I found this blog post highlighting the author’s disagreements with Diane Ravitch on online education and technology in education pretty interesting, because unlike him (pretty sure it’s a dude) and most of the people commenting, I am totally with her. I really don’t feel like, using the quotes given, you could call her “anti-technology.” Honestly, from all the reading on this particular subject I’ve done lately, I think that anyone that’s not 100% on the bandwagon is at risk of being branded anti-technology, which isn’t accurate and isn’t fair. I feel like those of us in the “anti” camp are really in the “let’s assess where the use of technology will actually help the students in a productive way and how to incorporate it in such a way that the entire curriculum doesn’t turn into Math Blasters on an iPad” camp… But that’s not as catchy as equating us with a bunch of Luddites.

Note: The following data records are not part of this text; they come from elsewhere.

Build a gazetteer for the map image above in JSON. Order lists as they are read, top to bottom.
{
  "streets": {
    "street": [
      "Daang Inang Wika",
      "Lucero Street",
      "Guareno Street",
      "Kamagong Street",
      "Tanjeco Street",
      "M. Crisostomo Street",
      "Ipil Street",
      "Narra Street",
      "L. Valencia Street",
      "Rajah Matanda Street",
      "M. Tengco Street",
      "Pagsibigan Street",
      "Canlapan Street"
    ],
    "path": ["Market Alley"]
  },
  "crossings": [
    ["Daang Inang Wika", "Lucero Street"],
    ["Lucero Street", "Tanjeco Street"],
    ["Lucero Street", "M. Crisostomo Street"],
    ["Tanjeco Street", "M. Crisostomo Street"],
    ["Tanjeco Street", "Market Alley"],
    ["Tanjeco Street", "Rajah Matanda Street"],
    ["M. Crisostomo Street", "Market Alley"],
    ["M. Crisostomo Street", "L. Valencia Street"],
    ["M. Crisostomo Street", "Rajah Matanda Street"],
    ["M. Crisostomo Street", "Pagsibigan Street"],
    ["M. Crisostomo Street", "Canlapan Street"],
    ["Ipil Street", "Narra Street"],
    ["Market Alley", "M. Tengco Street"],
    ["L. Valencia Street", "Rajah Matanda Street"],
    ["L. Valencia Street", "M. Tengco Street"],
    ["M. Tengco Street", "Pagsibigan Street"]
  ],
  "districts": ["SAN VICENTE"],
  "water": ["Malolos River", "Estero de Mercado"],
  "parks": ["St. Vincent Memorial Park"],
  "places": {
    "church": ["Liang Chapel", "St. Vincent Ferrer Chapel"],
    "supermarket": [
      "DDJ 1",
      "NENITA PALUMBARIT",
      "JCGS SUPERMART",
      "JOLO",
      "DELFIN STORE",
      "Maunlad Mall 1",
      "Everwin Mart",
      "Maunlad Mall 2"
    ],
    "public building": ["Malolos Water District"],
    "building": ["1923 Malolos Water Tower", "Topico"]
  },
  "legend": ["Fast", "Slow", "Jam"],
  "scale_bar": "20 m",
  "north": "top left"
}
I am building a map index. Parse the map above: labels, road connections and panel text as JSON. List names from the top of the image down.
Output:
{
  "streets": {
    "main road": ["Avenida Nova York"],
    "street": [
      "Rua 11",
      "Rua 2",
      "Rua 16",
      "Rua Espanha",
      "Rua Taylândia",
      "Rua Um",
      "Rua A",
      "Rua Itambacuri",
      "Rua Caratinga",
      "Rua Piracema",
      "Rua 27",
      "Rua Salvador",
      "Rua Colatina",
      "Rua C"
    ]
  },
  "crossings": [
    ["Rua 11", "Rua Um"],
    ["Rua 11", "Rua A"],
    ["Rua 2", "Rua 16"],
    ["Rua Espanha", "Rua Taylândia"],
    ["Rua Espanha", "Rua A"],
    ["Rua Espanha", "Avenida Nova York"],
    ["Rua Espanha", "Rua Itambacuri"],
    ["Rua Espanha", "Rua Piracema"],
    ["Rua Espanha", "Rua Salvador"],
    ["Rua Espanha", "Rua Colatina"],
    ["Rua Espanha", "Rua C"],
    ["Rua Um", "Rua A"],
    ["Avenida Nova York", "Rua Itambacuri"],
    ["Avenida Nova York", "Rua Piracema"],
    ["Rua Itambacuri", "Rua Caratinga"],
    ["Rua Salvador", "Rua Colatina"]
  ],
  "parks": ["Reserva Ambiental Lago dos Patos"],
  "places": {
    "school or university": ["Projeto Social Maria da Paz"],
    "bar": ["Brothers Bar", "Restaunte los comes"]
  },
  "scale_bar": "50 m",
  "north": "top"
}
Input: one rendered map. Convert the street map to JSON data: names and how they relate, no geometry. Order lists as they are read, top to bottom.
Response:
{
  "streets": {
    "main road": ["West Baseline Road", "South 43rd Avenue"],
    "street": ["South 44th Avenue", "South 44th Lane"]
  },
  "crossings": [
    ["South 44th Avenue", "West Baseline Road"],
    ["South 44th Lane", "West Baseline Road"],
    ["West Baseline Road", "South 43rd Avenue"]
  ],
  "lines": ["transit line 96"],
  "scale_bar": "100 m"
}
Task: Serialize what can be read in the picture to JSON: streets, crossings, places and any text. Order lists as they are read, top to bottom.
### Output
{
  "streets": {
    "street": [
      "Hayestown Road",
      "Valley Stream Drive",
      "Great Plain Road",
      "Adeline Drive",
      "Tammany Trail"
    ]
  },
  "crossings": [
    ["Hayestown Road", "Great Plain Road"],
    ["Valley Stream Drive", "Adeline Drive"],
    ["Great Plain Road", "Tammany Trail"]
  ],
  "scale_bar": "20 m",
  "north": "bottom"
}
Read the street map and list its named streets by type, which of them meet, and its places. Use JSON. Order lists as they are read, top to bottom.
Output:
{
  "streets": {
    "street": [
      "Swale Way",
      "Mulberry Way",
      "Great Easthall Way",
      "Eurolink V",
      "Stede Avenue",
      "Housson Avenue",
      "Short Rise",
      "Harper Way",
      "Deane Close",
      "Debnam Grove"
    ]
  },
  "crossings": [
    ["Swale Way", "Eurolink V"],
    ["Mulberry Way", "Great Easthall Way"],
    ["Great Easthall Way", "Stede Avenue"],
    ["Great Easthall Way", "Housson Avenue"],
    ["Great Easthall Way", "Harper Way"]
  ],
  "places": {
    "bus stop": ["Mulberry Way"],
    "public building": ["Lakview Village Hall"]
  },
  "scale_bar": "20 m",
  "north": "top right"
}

One of the hottest topics in technology in education is BYOD–Bring Your Own Device. This article asks if schools should really embrace this idea, so I was hoping for a slightly more balanced response than the one given. They only lightly touched on the pitfalls–affordability for some students, for example–without actually explaining what was going to be done about them. School rules about bullying and harassment don’t stop bullying and harassment, so I think their offhand comment about school policies on technology is extremely short-sighed. I also wish they had explained how the schools that have implemented BYOD are addressing the needs of students that DON’T have a smartphone or an iPad or a Kindle to bring to school with them (although this article, “10 Things In School That Should Be Obsolete,” claims that students have access to this technology regardless of income bracket, which just sounds insanely ignorant. Interesting article in general though, even though I don’t agree with every point.). I’m deeply disappointed with the quality of discussion on this topic that I’ve seen online so far.

This article about Mitt Romney and the “war on women” isn’t all-the-way real (the quote, specifically), but don’t you get the feeling that it’s much closer to the truth than is comfortable? Lest you think moving out of the country will solve your problems, think again. Turns out plenty of men in other countries are disgusting pigs too.

Since women in the workplace has been such a hot topic lately, I am super interested in reading Shortchanged, by Mariko Chang, and the discussion of why the wealth (not pay) gap between men and women persists, as well as possible solutions.

In yet another entry (this link brought to you by Rae) into the “Comedy vs. Feminism” melee, this is an excellent piece that points out that who’s “right” in this case isn’t really the point. While Tosh may have the legal right to say what he said (and pretty much anything else), that does not diminish the right of other people to be offended, to complain, to criticize, and to boycott.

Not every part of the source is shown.